Oireachtas Joint and Select Committees

Thursday, 9 July 2015

Committee of Inquiry into the Banking Crisis

Nexus Phase

Mr. Brendan McDonagh:

Great thank you, Chairman. Good afternoon, Chairman, and inquiry members. In this brief opening statement, you have asked me to address from my perspective as the finance director of the NTMA during 2007 and 2008, the following lines of inquiry: appropriateness of the relationships between Government, the Oireachtas, the banking sector and the property sector; adequacy of the assessment of both solvency and liquidity risks in the banking institutions and sector; appropriateness of the bank guarantee decision; and appropriateness of any expert advice sought, quality of analysis and how effective this advice was used.

Appropriateness of relationship between Government, the Oireachtas, banking and the property sector and adequacy of assessment of solvency and liquidity risks. As advised to the inquiry's investigation team in advance of this submission, in my position as NTMA director of finance, I have no particular insights in the nature of relationships between the Government, the wider political system and the banking and property sectors up to 2008 and therefore I do not believe I am qualified to comment on or add to the first-hand testimony on this topic that has already been provided to the inquiry by other witnesses. I am not that well-positioned to opine on the adequacy of the assessment of solvency and liquidity risks in the banking institutions because I had no roles in assessing that back in 2007 and 2008. That was ultimately a role for the Financial Regulator and the Central Bank. The NTMA had no special insight into the banks, domestically or internationally. All we had were publicly available documents such as credit agency reports, market updates and reports and broker analyst reports. Not surprisingly, by reference to this published material from somewhat respected and financially literate commentators from 2005 to 2007, one could conclude that, while there were risks, there were no strong warning signals of the financial carnage that would ultimately emerge.

By late 2007, however, although we at the NTMA had no inside information about any bank domestically or internationally, we began to sense that there were early signs of market dislocation beginning to emerge in the capital and money markets. The first hedge funds failed in early August 2007, followed by regular market rumours about the fragility of various international banks and the unsettling sight of queues of depositors at Northern Rock branches in September 2007. This caused us at the NTMA to adopt a conservative view of managing the State’s cash assets which were raised in the main to fund the national debt. We had no idea at that stage of the global reach of the credit crisis or of how long it would last or of how serious it would become.

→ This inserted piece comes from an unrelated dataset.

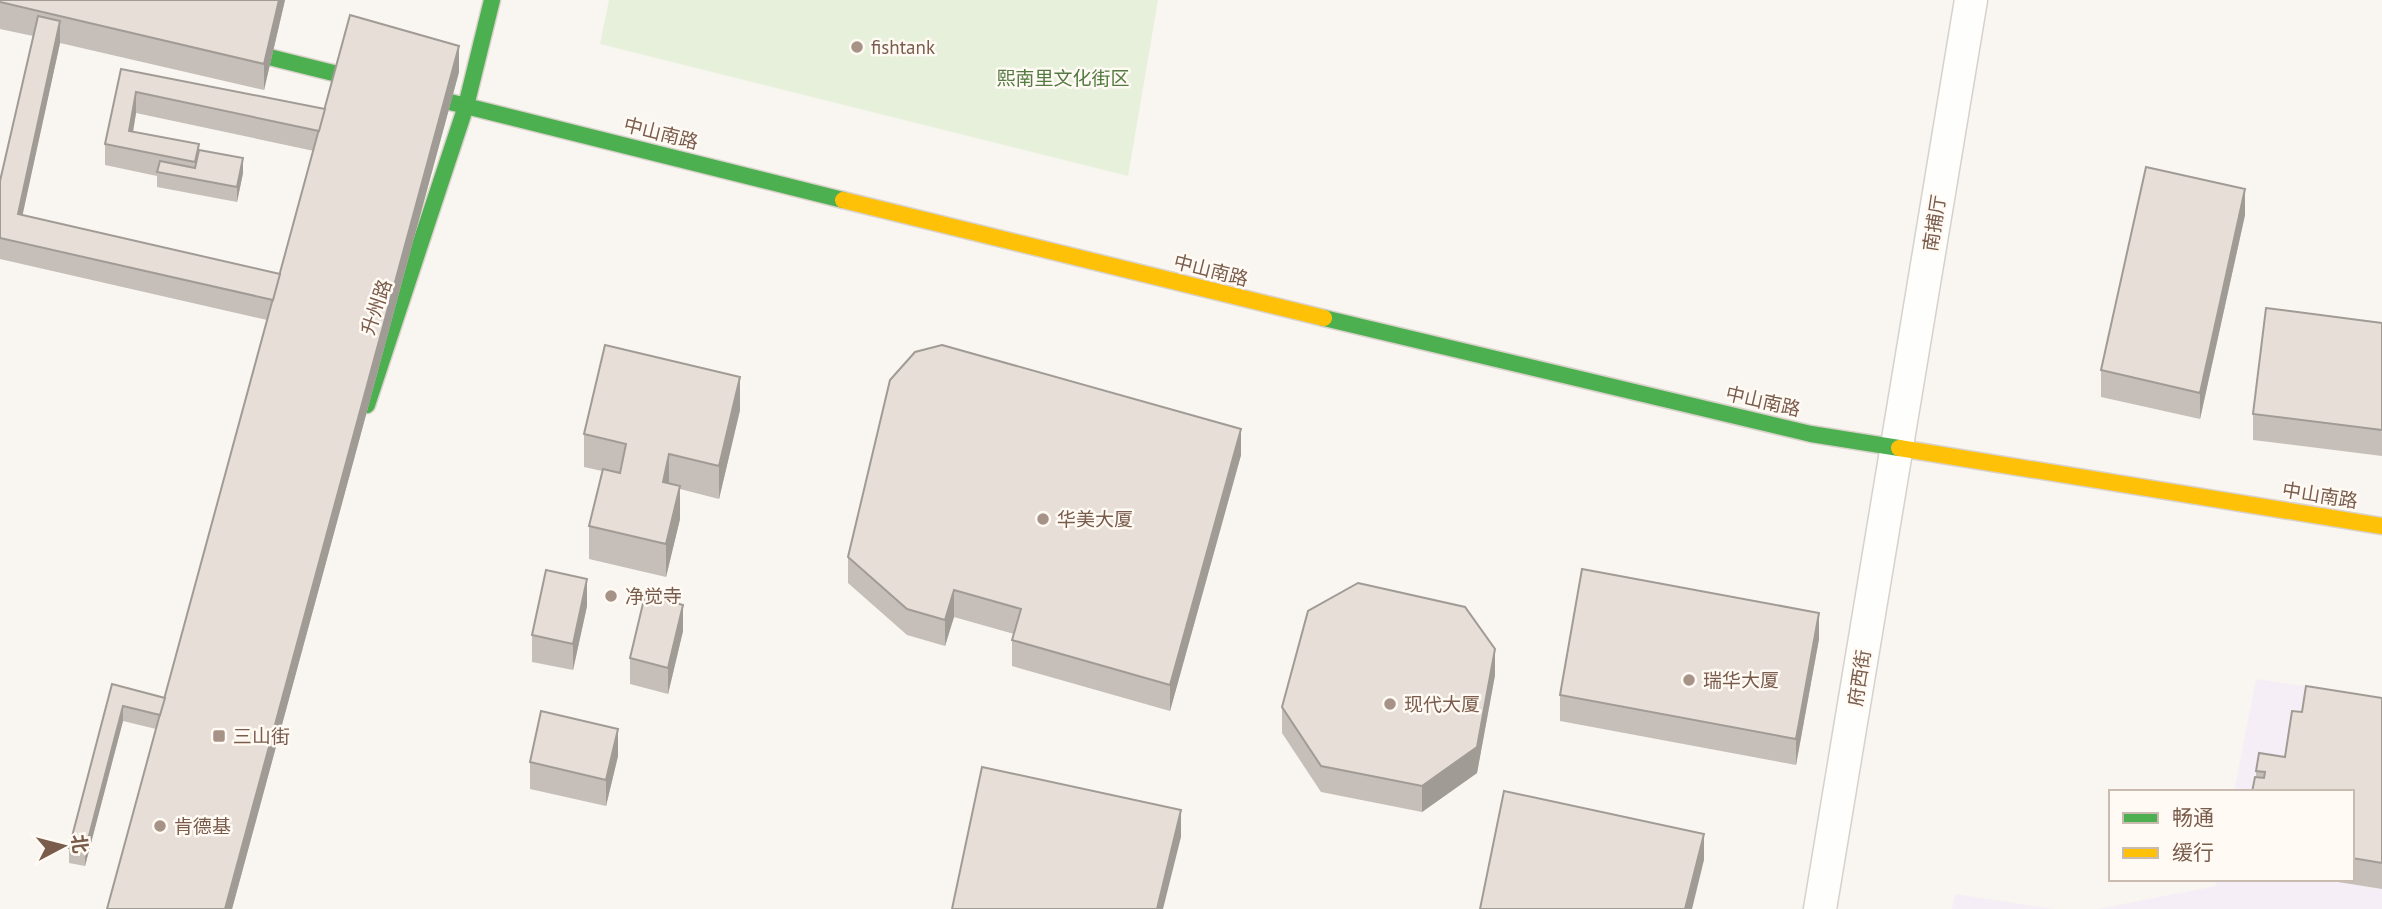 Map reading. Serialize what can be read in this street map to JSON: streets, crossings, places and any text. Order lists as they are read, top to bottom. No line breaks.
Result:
{"streets":{"main road":["中山南路","升州路"],"street":["南捕厅","府西街"]},"crossings":[["中山南路","南捕厅"],["中山南路","升州路"],["中山南路","府西街"],["南捕厅","府西街"]],"parks":["熙南里文化街区"],"places":{"other":["fishtank","华美大厦","净觉寺","瑞华大厦","现代大厦","肯德基"],"transit":["三山街"]},"legend":["畅通","缓行"],"north":"right"}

As I previously advised the inquiry, we were always sceptical of the business models of at least two Irish financial institutions, Irish Nationwide and Anglo Irish Bank, particularly their heavy exposure to property lending and the limited distribution access of Anglo Irish Bank which had no branch network. We had no credit limit for INBS so we did not do business with them and we restricted our credit limit to €40 million for Anglo Irish Bank even before the crisis started to emerge in 2007. However, from August 2007 we considered it prudent to reduce our counter-party credit limit exposure to the bank deposit market globally until a clearer picture would emerge. At that time, it was not an easy decision to justify as all we had was an uneasy sense that the whole global banking and capital market system was more fragile than appeared on the surface, but we had little by way of specific evidence. Ultimately, things got a lot worse as the months passed and our August 2007 decision proved to be the correct one although it would be a year later before major bank difficulties became more generally visible.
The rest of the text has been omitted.